I find that if I have two processes with large working sets causing swaping, and kill one them, doing a swapoff will get the other one performant again much faster than letting it swap in only the stuff it needs as it needs it.

Temporary files: RAM or disk?

Posted Jun 7, 2012 15:44 UTC (Thu) by giraffedata (subscriber, #1954) [Link]

At least on our compute servers (running some vaguely recent Ubuntu, IIRC), swap-in is definitely not doing successful readahead

Good information.

That's probably a good reason to use a regular filesystem instead of tmpfs for large temporary files.

I just checked, and the only readahead tmpfs does is the normal swap readahead, which consists of reading an entire cluster of pages when one of the pages is demanded. A cluster of pages is pages that were swapped out at the same time, so they are likely to be re-referenced at the same time and are written at the same spot on the disk. But this strategy won't effect streaming, like typical filesystem readahead.

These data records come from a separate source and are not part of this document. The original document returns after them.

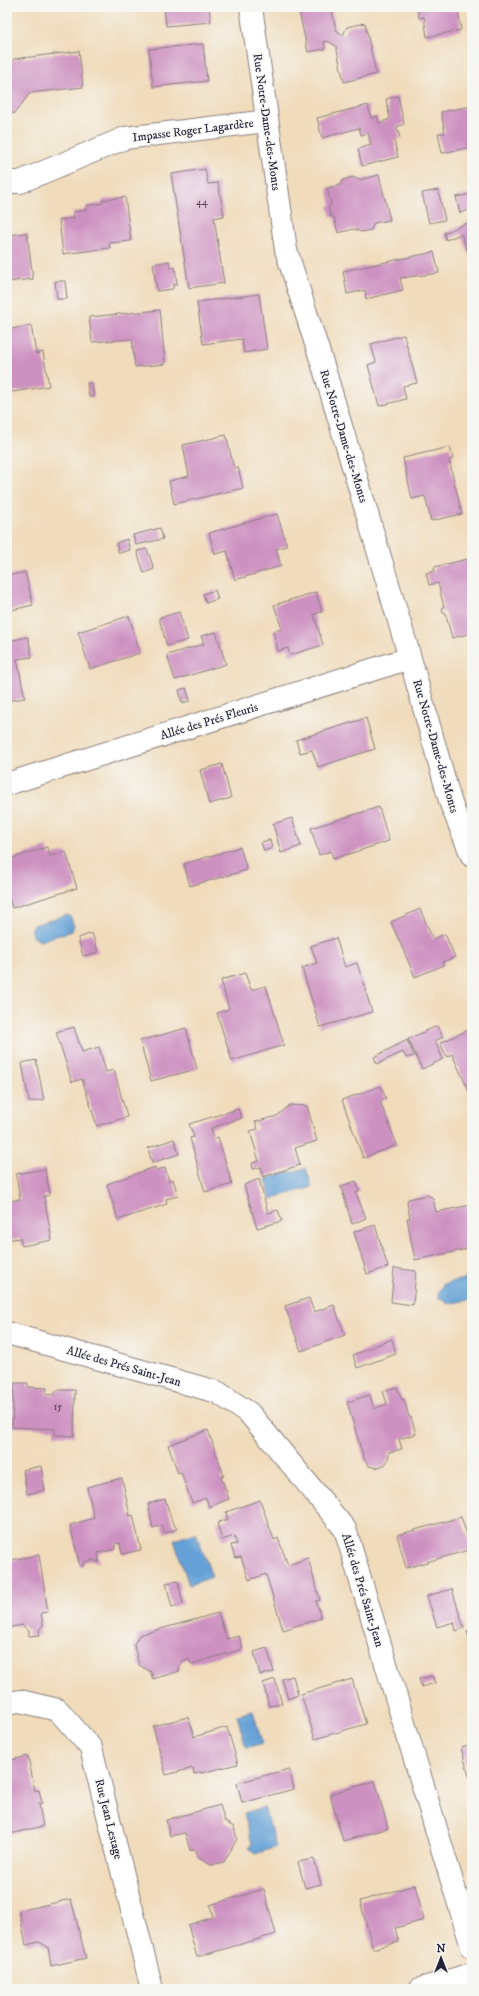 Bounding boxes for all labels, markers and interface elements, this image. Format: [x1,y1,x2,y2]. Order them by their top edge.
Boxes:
street label: Rue Notre-Dame-des-Monts [249,53,284,192]
street label: Impasse Roger Lagardère [132,116,254,145]
house number: 44 [196,196,208,208]
street label: Rue Notre-Dame-des-Monts [316,368,371,504]
street label: Rue Notre-Dame-des-Monts [409,678,462,815]
street label: Allée des Prés Fleuris [159,700,260,743]
street label: Allée des Prés Saint-Jean [65,1343,183,1390]
house number: 15 [54,1401,62,1413]
street label: Allée des Prés Saint-Jean [338,1531,387,1650]
street label: Rue Jean Lestage [91,1777,126,1861]
north arrow [421,1938,461,1978]
text: N [436,1942,446,1956] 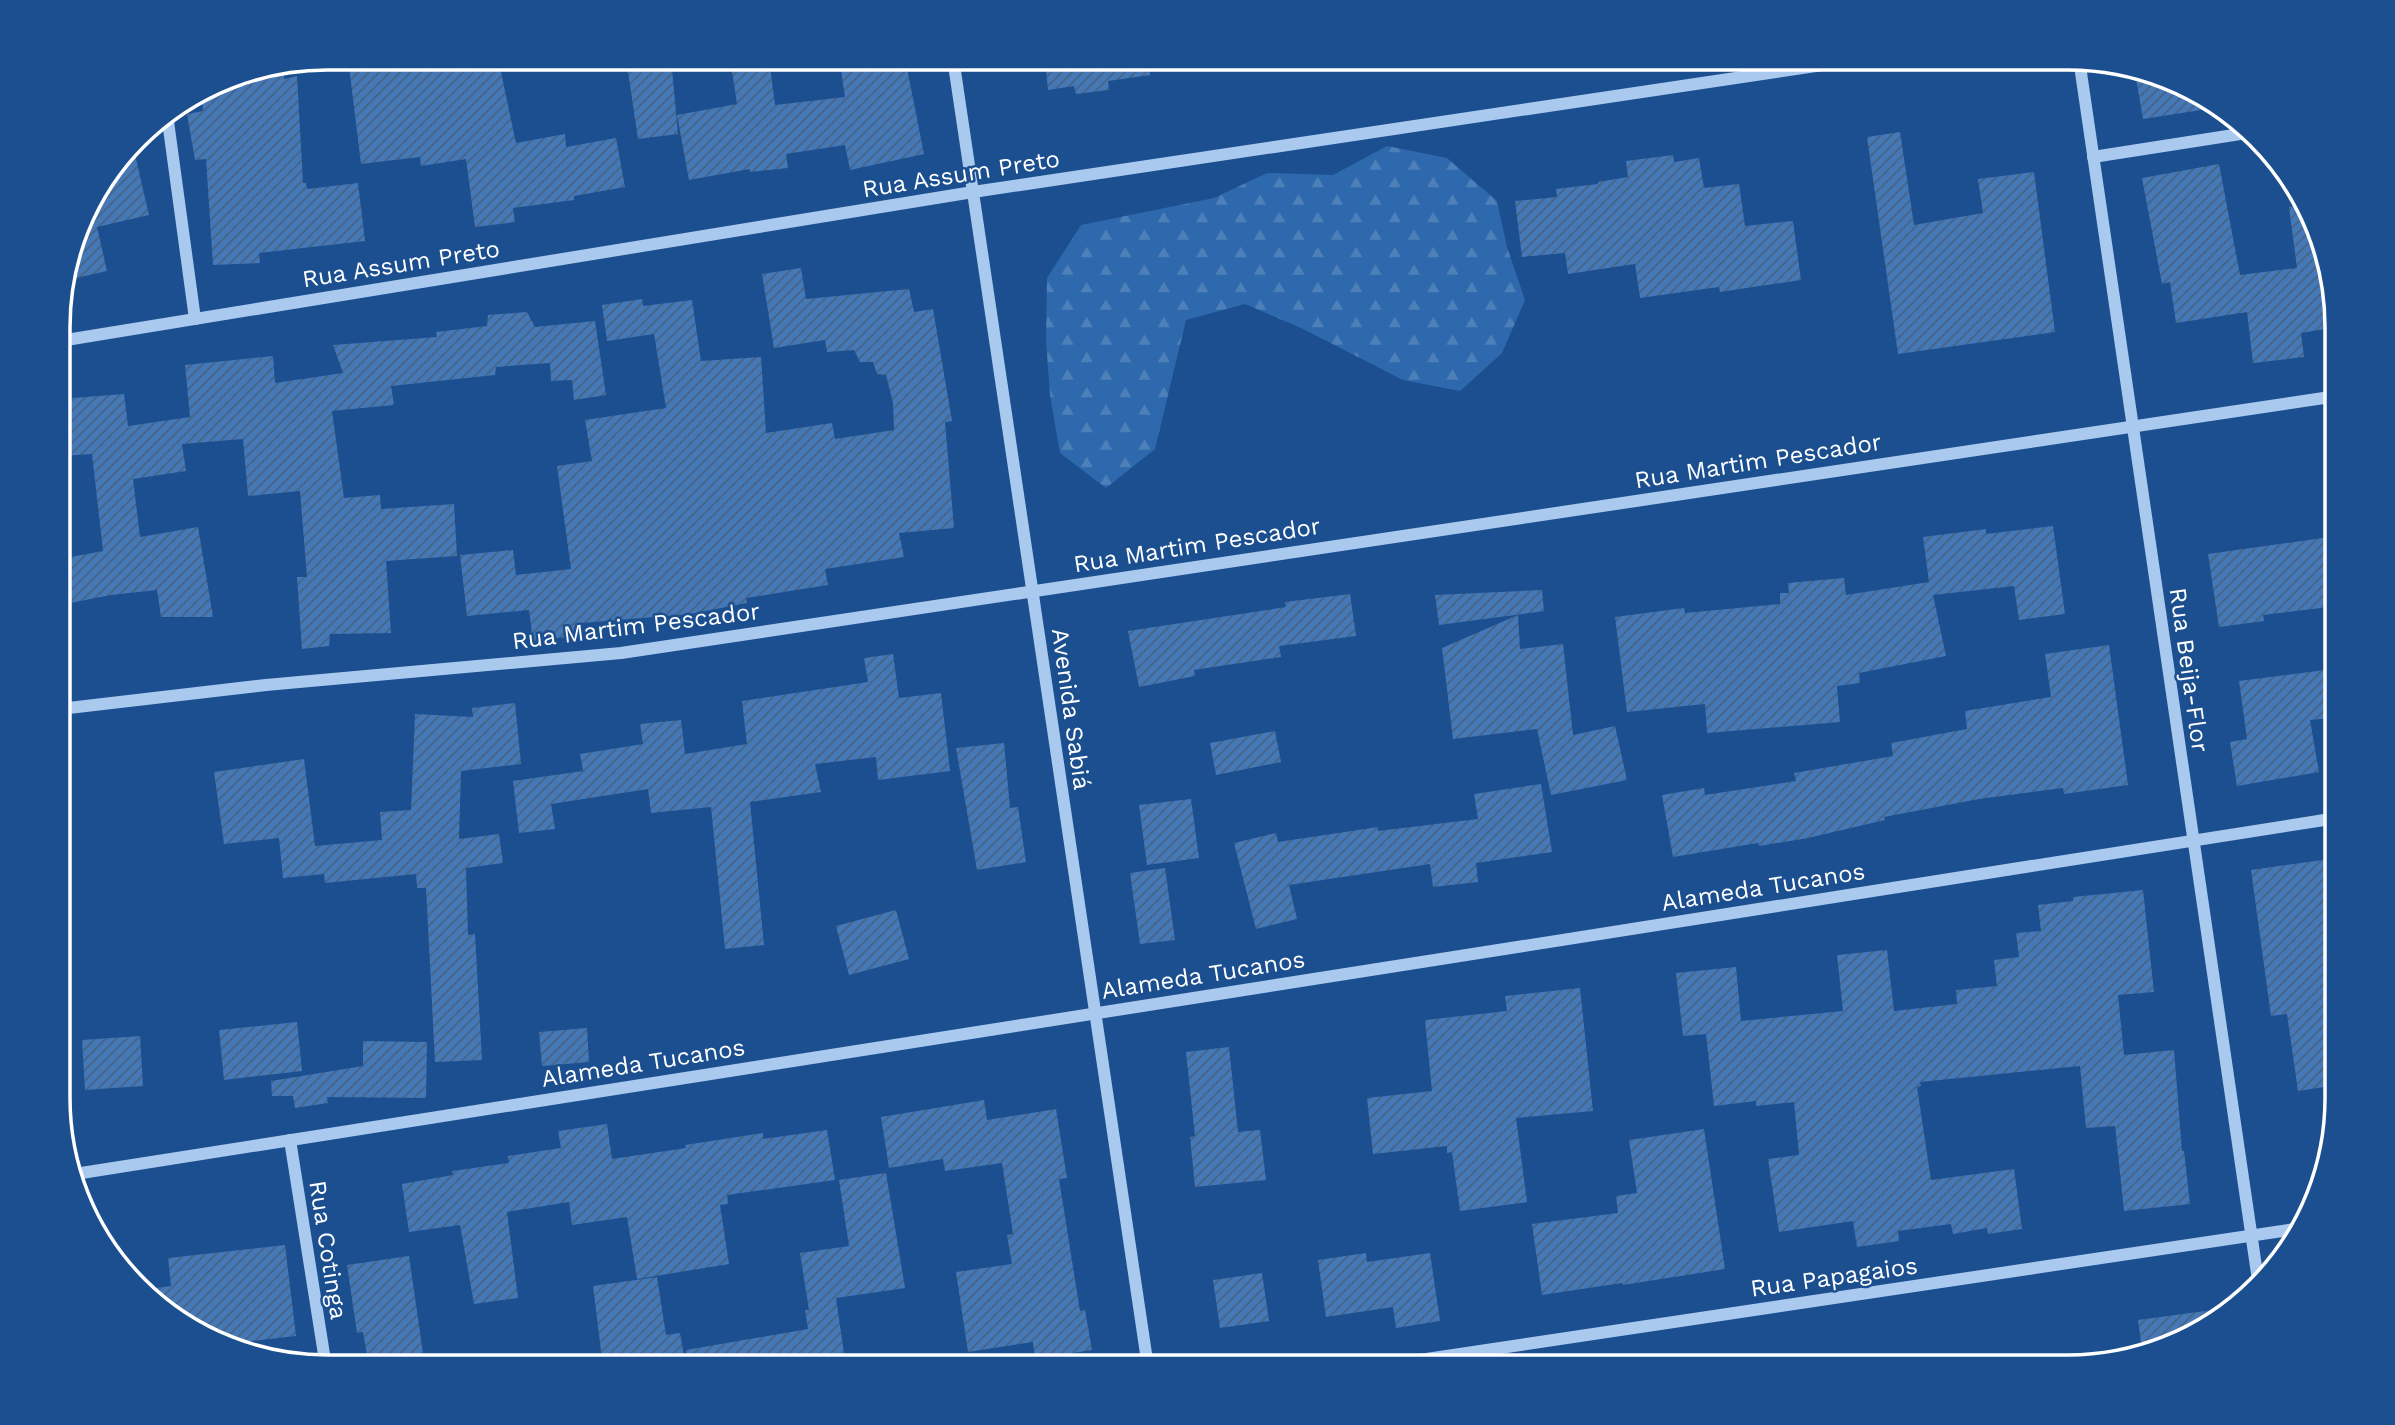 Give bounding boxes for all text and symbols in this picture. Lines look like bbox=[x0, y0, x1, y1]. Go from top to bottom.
street label: Rua Assum Preto bbox=[860, 145, 1062, 203]
street label: Rua Assum Preto bbox=[300, 235, 502, 293]
street label: Rua Martim Pescador bbox=[1633, 428, 1884, 494]
street label: Rua Martim Pescador bbox=[1072, 512, 1323, 578]
street label: Rua Beija-Flor bbox=[2164, 586, 2214, 754]
street label: Rua Martim Pescador bbox=[511, 597, 762, 655]
street label: Avenida Sabiá bbox=[1046, 627, 1096, 791]
street label: Alameda Tucanos bbox=[1659, 857, 1867, 917]
street label: Alameda Tucanos bbox=[1099, 945, 1307, 1005]
street label: Alameda Tucanos bbox=[539, 1033, 747, 1093]
street label: Rua Cotinga bbox=[303, 1179, 353, 1321]
street label: Rua Papagaios bbox=[1749, 1251, 1919, 1303] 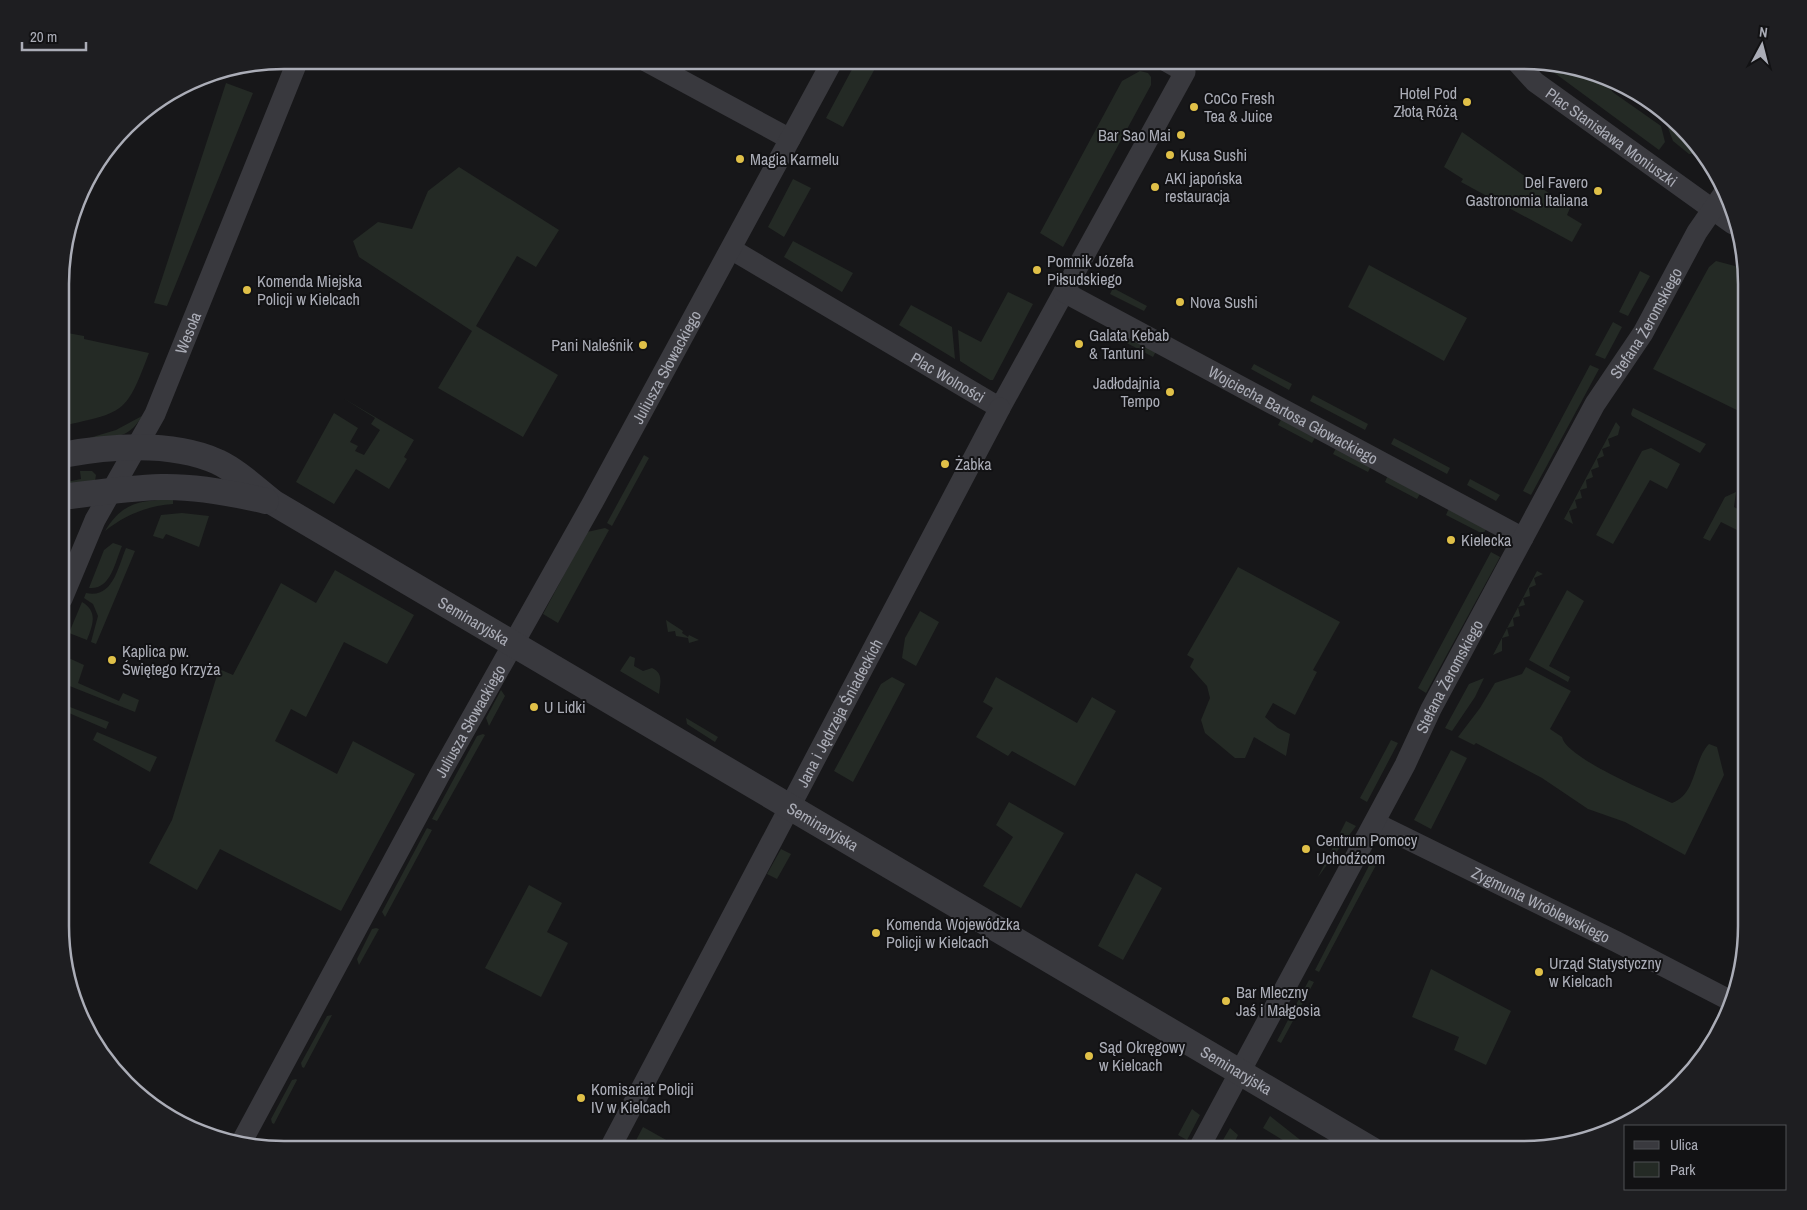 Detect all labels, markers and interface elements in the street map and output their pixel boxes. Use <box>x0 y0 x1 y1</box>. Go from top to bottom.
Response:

And the kernel default size of the cluster is 8 pages. You can control it with /proc/sys/vm/page-cluster, though. I would think on a system with multi-gigabyte processes, a much larger value would be optimal.

Temporary files: RAM or disk?

Posted Jun 11, 2012 14:51 UTC (Mon) by kleptog (subscriber, #1183) [Link]

This is actually related to another problem I ran into recently: is there some way see what is actually in swap? I know /proc/<pid>/smaps gives you information about which blocks are in swap. But I can't see a way to get information about the order. That is, is my swap fragmented?

Temporary files: RAM or disk?

Posted Jun 7, 2012 21:36 UTC (Thu) by quotemstr (subscriber, #45331) [Link]

> I've often wished for some hack that would just do a sequential read through the swap file to load one process back into memory

Windows 8 will do that for modern applications. http://blogs.msdn.com/b/b8/archive/2012/04/17/reclaiming-...

Temporary files: RAM or disk?

Posted Jun 8, 2012 0:15 UTC (Fri) by giraffedata (subscriber, #1954) [Link]

I've often wished for some hack that would just do a sequential read through the swap file to load one process back into memory
Windows 8 will do that for modern applications.

When njh says "hack" I think it means something an intelligent user can invoke to override the normal system paging strategy because he knows a process is going to be faulting back much of its memory anyway.

The Windows 8 thing is automatic, based on an apparently pre-existing long-term scheduling facility. Some applications get long-term scheduled out, aka "put in the background," aka "suspended," mainly so devices they are using can be powered down and save battery energy. But there is a new feature that also swaps all the process' memory out when it gets put in the background, and the OS takes care to put all the pages in one place. Then, when the process gets brought back to the foreground, the OS brings all those pages back at once, so the process is quickly running again.

This of course requires applications that explicitly go to sleep, as opposed to just quietly not touching most of their memory for a while, and then suddenly touching it all again.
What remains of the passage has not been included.